──────── Source information ────────
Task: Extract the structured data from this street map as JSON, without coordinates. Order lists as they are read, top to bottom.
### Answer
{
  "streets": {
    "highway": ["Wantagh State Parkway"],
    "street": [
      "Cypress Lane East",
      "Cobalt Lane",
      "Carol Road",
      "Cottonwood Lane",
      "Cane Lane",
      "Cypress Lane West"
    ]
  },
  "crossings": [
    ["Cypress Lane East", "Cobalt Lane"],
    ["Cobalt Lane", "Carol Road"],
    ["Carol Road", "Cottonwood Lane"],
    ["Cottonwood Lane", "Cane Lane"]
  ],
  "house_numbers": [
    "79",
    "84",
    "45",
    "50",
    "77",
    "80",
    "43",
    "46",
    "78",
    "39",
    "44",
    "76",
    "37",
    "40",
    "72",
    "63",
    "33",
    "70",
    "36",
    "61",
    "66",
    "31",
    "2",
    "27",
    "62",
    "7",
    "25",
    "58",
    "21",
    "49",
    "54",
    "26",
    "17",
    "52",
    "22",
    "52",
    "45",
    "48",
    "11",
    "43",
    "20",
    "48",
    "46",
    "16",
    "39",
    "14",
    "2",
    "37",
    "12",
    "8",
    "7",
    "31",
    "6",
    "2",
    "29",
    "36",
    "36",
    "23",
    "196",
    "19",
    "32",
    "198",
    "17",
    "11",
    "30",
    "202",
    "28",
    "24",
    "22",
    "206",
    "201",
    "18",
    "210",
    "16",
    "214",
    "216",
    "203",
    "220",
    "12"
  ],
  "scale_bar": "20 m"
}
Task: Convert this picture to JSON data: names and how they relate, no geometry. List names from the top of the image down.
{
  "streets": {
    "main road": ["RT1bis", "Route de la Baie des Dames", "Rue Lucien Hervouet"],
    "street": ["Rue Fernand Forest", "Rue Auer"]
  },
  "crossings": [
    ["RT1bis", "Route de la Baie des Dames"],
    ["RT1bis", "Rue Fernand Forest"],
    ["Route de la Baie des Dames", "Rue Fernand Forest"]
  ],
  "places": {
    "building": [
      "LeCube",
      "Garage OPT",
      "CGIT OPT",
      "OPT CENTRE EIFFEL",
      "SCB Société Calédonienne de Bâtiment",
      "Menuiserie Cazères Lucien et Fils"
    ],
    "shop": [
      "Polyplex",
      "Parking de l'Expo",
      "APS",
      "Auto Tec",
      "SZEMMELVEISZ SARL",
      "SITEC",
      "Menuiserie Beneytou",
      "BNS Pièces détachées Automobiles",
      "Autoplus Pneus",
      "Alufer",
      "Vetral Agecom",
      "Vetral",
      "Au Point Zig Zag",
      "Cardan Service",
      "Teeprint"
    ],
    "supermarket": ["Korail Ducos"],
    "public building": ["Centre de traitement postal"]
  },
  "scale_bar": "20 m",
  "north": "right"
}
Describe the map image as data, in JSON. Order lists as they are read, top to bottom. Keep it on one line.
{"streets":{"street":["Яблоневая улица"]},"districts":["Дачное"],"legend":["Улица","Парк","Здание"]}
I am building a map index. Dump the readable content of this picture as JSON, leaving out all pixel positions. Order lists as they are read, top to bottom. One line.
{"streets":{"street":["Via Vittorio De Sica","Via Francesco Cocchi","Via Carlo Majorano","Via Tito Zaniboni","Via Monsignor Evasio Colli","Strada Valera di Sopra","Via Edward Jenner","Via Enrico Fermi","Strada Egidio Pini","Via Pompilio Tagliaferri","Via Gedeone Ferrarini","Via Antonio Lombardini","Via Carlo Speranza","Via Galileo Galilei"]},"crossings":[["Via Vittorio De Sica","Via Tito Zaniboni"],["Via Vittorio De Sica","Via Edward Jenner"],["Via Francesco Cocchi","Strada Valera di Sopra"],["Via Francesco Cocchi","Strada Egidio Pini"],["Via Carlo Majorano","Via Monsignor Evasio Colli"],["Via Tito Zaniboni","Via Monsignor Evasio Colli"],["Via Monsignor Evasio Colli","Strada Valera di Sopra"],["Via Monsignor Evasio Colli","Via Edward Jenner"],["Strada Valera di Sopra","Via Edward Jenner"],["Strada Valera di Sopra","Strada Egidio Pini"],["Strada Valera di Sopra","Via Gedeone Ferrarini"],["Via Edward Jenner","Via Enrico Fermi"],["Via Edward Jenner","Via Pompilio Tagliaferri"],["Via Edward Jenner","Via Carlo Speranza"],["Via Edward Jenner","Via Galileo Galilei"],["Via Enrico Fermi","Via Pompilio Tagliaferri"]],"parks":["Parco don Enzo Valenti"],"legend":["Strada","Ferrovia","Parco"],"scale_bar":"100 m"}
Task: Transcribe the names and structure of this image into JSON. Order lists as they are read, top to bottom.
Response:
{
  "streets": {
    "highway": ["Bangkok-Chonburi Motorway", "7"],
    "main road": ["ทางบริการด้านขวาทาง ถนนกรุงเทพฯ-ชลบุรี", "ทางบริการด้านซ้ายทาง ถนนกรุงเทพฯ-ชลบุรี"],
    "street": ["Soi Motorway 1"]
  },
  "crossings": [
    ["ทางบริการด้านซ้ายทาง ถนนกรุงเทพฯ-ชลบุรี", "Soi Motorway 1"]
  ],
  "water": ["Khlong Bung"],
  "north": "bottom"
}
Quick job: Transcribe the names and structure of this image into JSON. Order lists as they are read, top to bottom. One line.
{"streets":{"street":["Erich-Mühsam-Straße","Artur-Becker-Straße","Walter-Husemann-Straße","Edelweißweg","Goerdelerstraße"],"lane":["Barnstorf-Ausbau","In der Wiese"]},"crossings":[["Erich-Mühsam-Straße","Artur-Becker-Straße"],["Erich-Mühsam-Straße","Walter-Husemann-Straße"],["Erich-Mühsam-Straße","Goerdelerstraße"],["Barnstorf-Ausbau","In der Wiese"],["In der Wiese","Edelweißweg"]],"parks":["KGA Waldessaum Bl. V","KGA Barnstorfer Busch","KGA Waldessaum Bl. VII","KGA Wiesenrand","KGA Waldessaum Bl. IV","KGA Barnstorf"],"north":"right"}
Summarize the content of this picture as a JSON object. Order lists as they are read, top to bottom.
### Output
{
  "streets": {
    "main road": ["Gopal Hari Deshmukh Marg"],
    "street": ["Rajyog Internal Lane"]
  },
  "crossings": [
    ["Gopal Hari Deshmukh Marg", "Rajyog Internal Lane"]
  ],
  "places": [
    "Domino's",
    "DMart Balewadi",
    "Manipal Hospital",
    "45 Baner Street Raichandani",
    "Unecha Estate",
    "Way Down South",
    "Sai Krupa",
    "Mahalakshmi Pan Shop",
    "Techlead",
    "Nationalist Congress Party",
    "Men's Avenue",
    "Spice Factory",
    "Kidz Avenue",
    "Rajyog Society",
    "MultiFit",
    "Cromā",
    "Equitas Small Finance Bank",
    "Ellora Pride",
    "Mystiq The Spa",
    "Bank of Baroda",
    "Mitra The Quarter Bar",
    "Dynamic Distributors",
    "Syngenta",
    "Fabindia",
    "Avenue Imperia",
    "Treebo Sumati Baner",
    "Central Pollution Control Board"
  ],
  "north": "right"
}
────────
Your task:
Wherever the string "Lucien" occurs in the data, copy the line that holds it.

Solution:
    "main road": ["RT1bis", "Route de la Baie des Dames", "Rue Lucien Hervouet"],
      "Menuiserie Cazères Lucien et Fils"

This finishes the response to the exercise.